Spiders on the lookout for web-sites in our houses
Spiders. The mere mention of the word is enough to send shivers down the spines of arachnophobes, particularly at this time of the year as the weather turns and they begin to move indoors.
Over the past number of weeks the media has been full of stories about how changing seasonal weather has seen spiders invading our homes for warmth and food. Ger Grant, of Cork based Pest-A-Tak pest control says the number of calls he gets about our four-legged friends always increase at this time of the year.
However, he said that contrary to popular myth there are no more spiders around than at any other time of the year - it's just that they are bigger. "During the warm summer months spiders tend to make 'cotton ball' nests in the dry spaces outside of windows and breed there. As the weather gets damper they simply move indoors though small gaps," said Ger.

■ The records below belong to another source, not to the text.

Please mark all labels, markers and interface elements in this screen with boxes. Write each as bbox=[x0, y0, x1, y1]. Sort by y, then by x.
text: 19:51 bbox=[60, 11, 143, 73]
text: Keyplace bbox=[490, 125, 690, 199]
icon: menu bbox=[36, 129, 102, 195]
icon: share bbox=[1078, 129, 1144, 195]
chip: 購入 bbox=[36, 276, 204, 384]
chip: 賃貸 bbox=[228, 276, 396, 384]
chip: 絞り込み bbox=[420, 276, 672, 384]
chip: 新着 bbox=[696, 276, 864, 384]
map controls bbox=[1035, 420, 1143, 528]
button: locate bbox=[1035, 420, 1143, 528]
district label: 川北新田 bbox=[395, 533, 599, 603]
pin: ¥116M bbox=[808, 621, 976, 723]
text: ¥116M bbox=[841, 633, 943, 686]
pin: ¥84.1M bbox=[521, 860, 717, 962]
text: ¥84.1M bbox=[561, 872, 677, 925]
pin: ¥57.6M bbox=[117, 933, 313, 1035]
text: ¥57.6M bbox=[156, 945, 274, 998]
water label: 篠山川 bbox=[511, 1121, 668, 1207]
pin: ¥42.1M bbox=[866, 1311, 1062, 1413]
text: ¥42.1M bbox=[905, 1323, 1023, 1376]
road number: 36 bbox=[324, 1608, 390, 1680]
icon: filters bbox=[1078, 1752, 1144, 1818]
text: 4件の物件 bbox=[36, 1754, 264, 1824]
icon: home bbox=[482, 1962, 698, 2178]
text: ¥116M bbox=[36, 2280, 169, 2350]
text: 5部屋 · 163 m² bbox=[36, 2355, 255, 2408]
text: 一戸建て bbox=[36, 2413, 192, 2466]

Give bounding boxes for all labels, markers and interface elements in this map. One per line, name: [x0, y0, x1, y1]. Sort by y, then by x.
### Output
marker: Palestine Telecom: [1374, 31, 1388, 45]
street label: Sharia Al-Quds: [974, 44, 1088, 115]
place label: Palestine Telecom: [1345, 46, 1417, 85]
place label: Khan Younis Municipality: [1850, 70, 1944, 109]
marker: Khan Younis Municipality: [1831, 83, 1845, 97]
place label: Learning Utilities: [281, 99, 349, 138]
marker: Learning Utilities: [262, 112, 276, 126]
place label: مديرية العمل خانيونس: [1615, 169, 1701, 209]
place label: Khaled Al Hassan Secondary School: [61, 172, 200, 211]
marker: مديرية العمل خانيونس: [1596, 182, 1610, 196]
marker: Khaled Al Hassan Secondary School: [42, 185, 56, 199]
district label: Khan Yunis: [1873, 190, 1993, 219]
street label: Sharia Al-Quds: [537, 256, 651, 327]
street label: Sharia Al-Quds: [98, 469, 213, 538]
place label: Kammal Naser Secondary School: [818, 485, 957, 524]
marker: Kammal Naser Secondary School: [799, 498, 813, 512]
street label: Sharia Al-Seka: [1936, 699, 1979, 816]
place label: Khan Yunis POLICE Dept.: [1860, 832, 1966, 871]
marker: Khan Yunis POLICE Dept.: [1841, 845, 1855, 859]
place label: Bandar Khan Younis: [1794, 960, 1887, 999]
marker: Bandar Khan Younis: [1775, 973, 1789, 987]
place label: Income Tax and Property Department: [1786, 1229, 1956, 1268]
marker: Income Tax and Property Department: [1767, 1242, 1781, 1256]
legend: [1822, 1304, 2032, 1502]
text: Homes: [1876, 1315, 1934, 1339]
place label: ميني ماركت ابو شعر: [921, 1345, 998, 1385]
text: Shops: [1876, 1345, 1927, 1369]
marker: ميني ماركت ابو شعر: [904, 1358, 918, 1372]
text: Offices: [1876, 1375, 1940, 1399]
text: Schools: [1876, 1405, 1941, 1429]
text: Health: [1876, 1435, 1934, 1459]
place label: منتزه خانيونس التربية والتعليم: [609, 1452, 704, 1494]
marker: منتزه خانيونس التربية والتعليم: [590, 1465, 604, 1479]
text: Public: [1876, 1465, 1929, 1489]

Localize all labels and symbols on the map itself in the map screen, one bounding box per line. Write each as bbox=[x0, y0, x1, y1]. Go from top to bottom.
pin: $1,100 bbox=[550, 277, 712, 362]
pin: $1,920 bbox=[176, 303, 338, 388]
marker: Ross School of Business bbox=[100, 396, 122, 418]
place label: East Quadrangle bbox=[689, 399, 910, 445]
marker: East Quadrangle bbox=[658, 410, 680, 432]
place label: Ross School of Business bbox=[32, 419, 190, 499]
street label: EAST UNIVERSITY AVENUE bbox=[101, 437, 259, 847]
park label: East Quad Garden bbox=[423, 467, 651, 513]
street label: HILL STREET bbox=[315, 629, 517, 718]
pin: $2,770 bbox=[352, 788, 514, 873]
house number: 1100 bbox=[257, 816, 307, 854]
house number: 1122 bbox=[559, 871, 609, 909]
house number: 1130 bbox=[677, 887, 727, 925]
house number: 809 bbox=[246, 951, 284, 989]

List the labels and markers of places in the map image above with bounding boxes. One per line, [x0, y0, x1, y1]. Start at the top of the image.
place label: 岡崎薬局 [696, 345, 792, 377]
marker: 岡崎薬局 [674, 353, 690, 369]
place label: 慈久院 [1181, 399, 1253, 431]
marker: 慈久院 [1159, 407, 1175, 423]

He said this corresponds with the young spiders maturing and seeking warmth and food. "They are more obvious at this time of the year because they look bigger, particularly when you see them running across the floor and on ceilings. In fact most of them are quite small, it's just the length of their legs makes them appear much larger," he said. While this is unlikely to come as much of a consolation to those with a fear of spiders, Ger said they actually do more good than harm.
"Spiders are hunters. By killing other insects in the home they are actually doing us a favour. Unlike some other pests, spiders are casual intruders that wander into houses and will go back outside once the weather conditions are right. They are not an infestation. The maximum number of spiders in a home at any given time would be 10 to 15."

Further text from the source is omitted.